* _TASK DETAILS_:
Would you please copy each line of the listing that mentions "viewBox"?

========================================

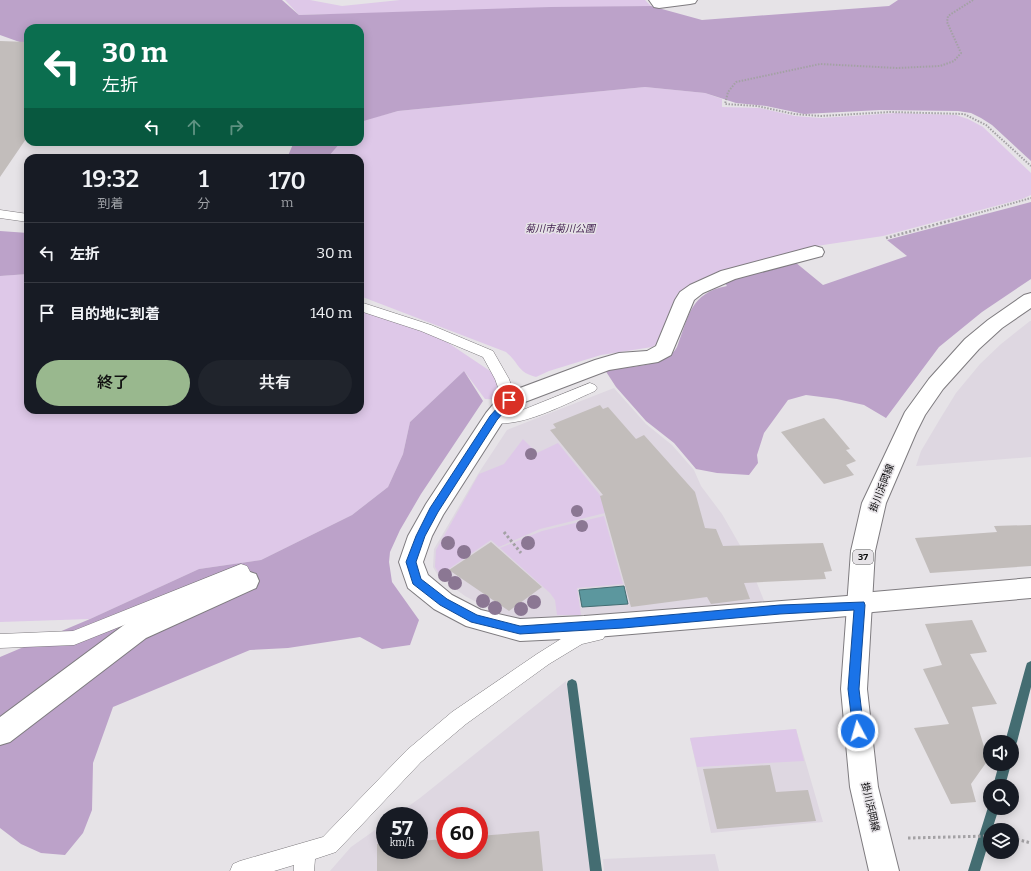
<!DOCTYPE html>
<html lang="ja">
<meta charset="utf-8">
<style>
body{margin:0;font-family:Bitter,"Noto Sans JP",serif;background:#20242c;color:#f1f3f6;height:100vh;display:flex;flex-direction:column;font-size:15px;white-space:nowrap}
*{box-sizing:border-box;margin:0}
p{font-size:13px;color:#9ea1a6}
.icon{flex:none;width:22px;height:22px;fill:none;stroke:currentColor;stroke-width:2;stroke-linecap:round;stroke-linejoin:round}
.map{position:relative;flex:1;overflow:hidden}
.details{position:absolute;left:24px;top:154px;width:340px;height:260px;display:flex;flex-direction:column;background:#171b24;border-radius:12px;box-shadow:0 2px 10px #0003}
.details>*{flex:none}
.guide{position:absolute;left:24px;top:24px;width:340px;height:122px;border-radius:12px;box-shadow:0 2px 10px #0003;background:#0b6e4f;color:#fff;overflow:hidden}
.buttons{position:absolute;left:983px;top:735px;display:grid;gap:8px}
.buttons a{display:grid;place-items:center;width:36px;height:36px;border-radius:50%;background:#171b24;box-shadow:0 2px 10px #0003;font-size:20px}
.speed{position:absolute;left:376px;top:807px;display:flex;gap:8px;font-size:20px;font-weight:700;text-align:center}
.speed>*{display:grid;place-content:center;width:52px;height:52px;border-radius:50%;background:#171b24;box-shadow:0 2px 10px #0003;line-height:1}
.speed small{font-size:10px;font-weight:400}
.speed .limit{border:6px solid #d22;background:#fff;color:#111}
.pin{position:absolute;display:grid;place-items:center;width:34px;height:34px;color:#fff;margin:-17px;border:2px solid #fff;border-radius:50%;box-shadow:0 1px 4px #0007}
.me{position:absolute;width:44px;margin:-22px;rotate:354deg;stroke-linejoin:round;filter:drop-shadow(0 0 3px #0008)}
.turn{display:flex;align-items:center;gap:14px;height:84px;padding:0 12px;font-size:18px}
.turn .icon{width:52px;height:52px;stroke-width:2.5}
.turn b{display:block;font-size:28px;line-height:34px}
.lanes{display:flex;align-items:center;height:38px;padding:0 12px;background:#0003;justify-content:center;gap:20px;direction:ltr}
.lanes .off{opacity:.35}
.eta{display:flex;justify-content:space-evenly;align-items:center;height:68px;text-align:center}
.eta b{font-size:24px;font-weight:600;line-height:28px}
.button{display:flex;gap:8px;margin-top:auto;padding:8px 12px}
.button a{flex:1;height:46px;border-radius:24px;background:#99b88e;color:#111;font-size:16px;font-weight:600;line-height:46px;text-align:center}
.button a+a{background:#20242c;color:#f1f3f6}
ul{padding:0;list-style:none}
li{display:flex;align-items:center;gap:12px;height:60px;padding:0 12px;border-top:1px solid #363941}
li div{flex:1}
li b{display:block;font-size:15px}
li em{font-style:normal}
.map>svg:first-child{display:block}
.built{fill:#ded7e1;fill-rule:evenodd}
.green{fill:#dec8e8}
.forest{fill:#bca2c9}
.water{fill:#5c979e;stroke:#446d72}
.lines{fill:none;stroke-linecap:round;stroke-linejoin:round}
.stream{fill:#446d72;fill-rule:evenodd}
.building{fill:#c2bdbb}
.service-casing{stroke:#7e7b7f;stroke-width:1}
.minor-casing{stroke:#7e7b7f;stroke-width:2}
.primary-casing{stroke:#7e7b7f;stroke-width:2}
.path-far2{stroke:#a3a1a4;stroke-width:2;stroke-dasharray:1.5 1.5;stroke-linecap:butt}
.path-far1{stroke:#a3a1a4;stroke-width:2.5;stroke-dasharray:2 2;stroke-linecap:butt}
.path{stroke:#a3a1a4;stroke-width:3;stroke-dasharray:2.5 2.5;stroke-linecap:butt}
.service{fill:#fff;fill-rule:evenodd}
.minor{fill:#fff;fill-rule:evenodd}
.primary{fill:#fff;fill-rule:evenodd}
.tree{fill:#8b7793}
.route{fill:#1a73e8;stroke:#114b97}
.labels{text-anchor:middle;dominant-baseline:central;stroke-width:3;stroke-linejoin:round;paint-order:stroke}
.shield{fill:#e6e3e7;stroke:#4d4c4e;stroke-width:1}
.shield-label{font-size:9px;font-weight:bold;fill:#0c0c0d}
.park-label{font-size:10px;font-style:italic;fill:#411e4f;stroke:#e6e3e7}
.street-label{font-size:10px;fill:#0c0c0d;stroke:#e6e3e7}
</style>
<div class="map">
<svg width="1031" height="871" viewBox="0 0 1031 871">
<rect width="100%" height="100%" fill="#e6e3e7"/>
<path class="built" d="M1030,321H1031V457L916,466L921,451L940,419L956,393L980,364L1001,344Z
M614,388L646,424L672,445L694,470L701,486L722,514L745,554L765,603L527,619L510,617L497,613L465,596L438,576L433,567L434,549L478,474L507,430Z
M566,681L591,871H330L351,847L385,823V850H419V816H395L420,798ZM445,816H479V850H445Z
M796,729L823,822L711,833L690,738Z
M715,854L719,871H604L603,859Z"/>
<path class="green" d="M285,0H310L342,6L400,0H645L651,6L299,15Z
M645,87L705,93L722,99V107L760,108L795,116L821,118L896,113L956,115L968,119L983,127L1031,173V195L1022,199L883,236L810,247L715,274L694,282L678,293L672,305L657,344L652,347L601,355L549,371L536,377C517,372 520,364 506,352L360,296V158H325L341,142H360L361,121L398,111Z
M28,274V410H360V311L426,328L502,379L509,400L485,399L464,371L410,422L403,454L388,487L352,515L261,560L199,569L90,619L0,622V276Z
M523,439L537,453L558,443L613,511L540,529L499,547L491,540L440,575L435,567L436,550L479,474L504,464Z
M604,516L623,584L577,588L581,615H557L555,600L550,593L500,548L542,531Z
M796,729L804,761L697,767L690,738Z"/>
<path class="forest" d="M0,0H282L299,15L551,7L651,6L702,20L889,6L898,0H1031V161L992,125L981,118L971,113L958,111L880,110L804,114L766,106L736,103L705,93L645,87L398,111L360,122V28H28V45L0,35Z
M294,142H341L327,158H287Z
M1031,202V279L982,312L939,347L886,418L864,405L837,399L806,395L788,400L764,433L757,455L758,463L749,475L717,473L696,469L674,443L646,421L616,387L605,370C626,367 667,367 677,347C689,316 690,293 727,286L724,282L795,262L823,285L907,256L887,240Z
M0,231L28,233V274L0,276Z
M464,371L483,401L421,494L400,530L390,552L389,562L392,582L419,620L410,645L382,649L360,637L288,648L250,650L113,707L93,763L92,810L83,833L65,855L41,853L21,844L0,828V657L90,619L199,569L261,560L352,515L388,487L403,454L410,422Z"/>
<path class="water" d="M624,586L628,604L582,607L579,590Z"/>
<g class="lines">
<path class="stream" d="M1031,661V687L1017,742L1015,746L1012,747V742H1005L1026,666L1027,663Z
M572,679L576,681L577,684L602,871H590L567,684L568,681Z
M999,764H1011L1005,786H993Z
M989,804H990V808H999L992,830H990V838L980,871H968Z"/>
</g>
<path class="building" d="M0,41L28,42V136L0,177Z
M600,405L603,409L608,407L636,439L644,435L695,492L705,528L716,529L723,546L823,543L832,571L824,572L826,579L744,583L750,599L711,604L707,597L631,607L600,496L603,495L550,430L556,428L553,424Z
M824,418L850,449L846,450L856,461L846,465L854,475L824,484L781,432Z
M1031,525V566L930,573L915,538L997,532L994,526Z
M491,542L542,587L509,611L449,570Z
M972,620L987,652L970,654L997,704L972,707L988,760L971,784L976,802L951,804L914,728L949,724L923,669L942,665L925,624Z
M770,765L776,792L808,790L816,821L717,829L703,769Z
M539,831L543,871H377V844L385,843V850H419V841L445,839V850H479V836Z"/>
<g class="lines">
<g class="service-casing">
<path id="service" d="M0,210L28,214V222L0,218Z
M360,302L431,325L493,351L509,379L516,400L514,404L509,405L504,404L495,379L483,357L421,331L360,311Z
M590,383L595,385L597,388L595,391C567,403 519,430 489,422L487,418L489,414L515,413Z
M241,564L247,566L255,581L253,586L247,588L241,586L237,580L74,645L0,648V634L73,631Z
M597,627L603,629L606,634L603,639L582,644L549,664L466,724L421,762L336,852L315,859L314,871H294V865L274,871H230L233,864L240,861L323,837L407,750L452,712L537,654L572,632Z"/>
</g>
<g class="minor-casing">
<path id="minor" d="M649,0H697L695,3L690,4L659,8L654,7Z
M815,246L822,248L824,252L822,256L735,279L703,293L694,300L671,355L658,362L609,370L517,405L502,423L443,515L432,536L423,562L428,575L452,595L481,610L520,619L584,616L860,595L873,592L1031,578V598L873,612L860,615L584,638L520,641L466,626L434,609L408,588L399,562L408,536L426,504L486,413L501,395L595,360L619,353L647,351L656,346L675,300L680,292L690,285L721,271Z
M247,571L256,574L259,581L256,588L146,638L10,742L0,745V717L128,622Z"/>
</g>
<g class="primary-casing">
<path id="primary" d="M1031,293V308L1002,328L979,349L943,389L925,415L916,433L886,503L875,551L867,689L878,787L899,871H869L850,787L841,689L851,551L862,503L905,412L929,379L965,339L988,320L1024,295Z"/>
</g>
<path class="path-far2" d="M973,0L948,16L947,22L961,53L954,61L940,66L897,68L820,64L736,82L728,92L725,104L757,106L794,114L821,116L890,112L964,114L986,125L1031,166
M964,217L1031,198"/>
<path class="path-far1" d="M886,238L967,216"/>
<path class="path" d="M504,532L521,553
M908,838L990,836
M1012,838L1031,843"/>
<use href="#service" class="service"/>
<use href="#minor" class="minor"/>
<use href="#primary" class="primary"/>
</g>
<g class="tree">
<circle cx="531" cy="454" r="6"/>
<circle cx="577" cy="511" r="6"/>
<circle cx="582" cy="526" r="6"/>
<circle cx="448" cy="543" r="7"/>
<circle cx="528" cy="543" r="7"/>
<circle cx="464" cy="552" r="7"/>
<circle cx="445" cy="575" r="7"/>
<circle cx="455" cy="583" r="7"/>
<circle cx="483" cy="601" r="7"/>
<circle cx="534" cy="602" r="7"/>
<circle cx="495" cy="608" r="7"/>
<circle cx="521" cy="609" r="7"/>
</g>
<path class="route" d="M509,397L514,400L497,420L438,512L425,536L416,562L421,579L447,599L477,615L520,626L623,619L780,605L864,602L865,605L859,689L864,731L862,735L858,736L854,735L853,731L848,689L854,610L780,614L623,628L520,634L471,622L440,605L413,584L406,562L416,536L430,508L490,416L506,398Z"/>
<g class="labels">
<rect class="shield" x="853" y="550" width="20" height="14" rx="3"/>
<g class="shield-label">
<text x="863" y="557">37</text>
</g>
<g class="park-label">
<text x="560" y="229">菊川市菊川公園</text>
</g>
<g class="street-label">
<text transform="translate(882 488) rotate(-69)">掛川浜岡線</text>
<text transform="translate(870 807) rotate(77)">掛川浜岡線</text>
</g>
</g>
</svg>
<div class="buttons">
<a><svg class="icon" aria-label="sound" viewBox="0 0 24 24"><path d="M4 9h4l5-4v14l-5-4H4zM17 9q2 3 0 6"/></svg></a>
<a><svg class="icon" aria-label="search" viewBox="0 0 24 24"><circle cx="10" cy="10" r="6"/><path d="M15 15l6 6"/></svg></a>
<a><svg class="icon" aria-label="layers" viewBox="0 0 24 24"><path d="M12 4l9 5-9 5-9-5zM3 14l9 5 9-5"/></svg></a>
</div>
<div class="speed"><div>57<small>km/h</small></div><div class="limit">60</div></div>
<div class="pin" style="left:509px;top:400px;background:#d93025"><svg class="icon" aria-label="arrive" viewBox="0 0 24 24"><path d="M6 21V4h12l-3 4 3 4H6"/></svg></div>
<svg class="me" style="left:858px;top:731px" viewBox="-20 -20 40 40"><circle r="17" fill="#1a73e8" stroke="#fff" stroke-width="3"/><path d="M0-11L8 9 0 5-8 9z" fill="#fff"/></svg>
<div class="guide">
<div class="turn"><svg class="icon" aria-label="left" viewBox="0 0 24 24"><path d="M17 20v-9H6M10 6l-5 5 5 5"/></svg><div><b>30 m</b>左折</div></div>
<div class="lanes"><svg class="icon" aria-label="left" viewBox="0 0 24 24"><path d="M17 20v-9H6M10 6l-5 5 5 5"/></svg><svg class="icon off" aria-label="ahead" viewBox="0 0 24 24"><path d="M12 20V5M6 11l6-6 6 6"/></svg><svg class="icon off" aria-label="right" viewBox="0 0 24 24"><path d="M7 20v-9h11M14 6l5 5-5 5"/></svg></div>
</div>
<section class="details">
<div class="eta">
<div><b>19:32</b><p>到着</p></div>
<div><b>1</b><p>分</p></div>
<div><b>170</b><p>m</p></div>
</div>
<ul>
<li><svg class="icon" aria-label="left" viewBox="0 0 24 24"><path d="M17 20v-9H6M10 6l-5 5 5 5"/></svg><div><b>左折</b></div><em>30 m</em></li>
<li><svg class="icon" aria-label="arrive" viewBox="0 0 24 24"><path d="M6 21V4h12l-3 4 3 4H6"/></svg><div><b>目的地に到着</b></div><em>140 m</em></li>
</ul>
<div class="button"><a>終了</a><a>共有</a></div>
</section>
</div>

========================================

* _RESULT FOR THIS EXERCISE_:
<svg width="1031" height="871" viewBox="0 0 1031 871">
<a><svg class="icon" aria-label="sound" viewBox="0 0 24 24"><path d="M4 9h4l5-4v14l-5-4H4zM17 9q2 3 0 6"/></svg></a>
<a><svg class="icon" aria-label="search" viewBox="0 0 24 24"><circle cx="10" cy="10" r="6"/><path d="M15 15l6 6"/></svg></a>
<a><svg class="icon" aria-label="layers" viewBox="0 0 24 24"><path d="M12 4l9 5-9 5-9-5zM3 14l9 5 9-5"/></svg></a>
<div class="pin" style="left:509px;top:400px;background:#d93025"><svg class="icon" aria-label="arrive" viewBox="0 0 24 24"><path d="M6 21V4h12l-3 4 3 4H6"/></svg></div>
<svg class="me" style="left:858px;top:731px" viewBox="-20 -20 40 40"><circle r="17" fill="#1a73e8" stroke="#fff" stroke-width="3"/><path d="M0-11L8 9 0 5-8 9z" fill="#fff"/></svg>
<div class="turn"><svg class="icon" aria-label="left" viewBox="0 0 24 24"><path d="M17 20v-9H6M10 6l-5 5 5 5"/></svg><div><b>30 m</b>左折</div></div>
<div class="lanes"><svg class="icon" aria-label="left" viewBox="0 0 24 24"><path d="M17 20v-9H6M10 6l-5 5 5 5"/></svg><svg class="icon off" aria-label="ahead" viewBox="0 0 24 24"><path d="M12 20V5M6 11l6-6 6 6"/></svg><svg class="icon off" aria-label="right" viewBox="0 0 24 24"><path d="M7 20v-9h11M14 6l5 5-5 5"/></svg></div>
<li><svg class="icon" aria-label="left" viewBox="0 0 24 24"><path d="M17 20v-9H6M10 6l-5 5 5 5"/></svg><div><b>左折</b></div><em>30 m</em></li>
<li><svg class="icon" aria-label="arrive" viewBox="0 0 24 24"><path d="M6 21V4h12l-3 4 3 4H6"/></svg><div><b>目的地に到着</b></div><em>140 m</em></li>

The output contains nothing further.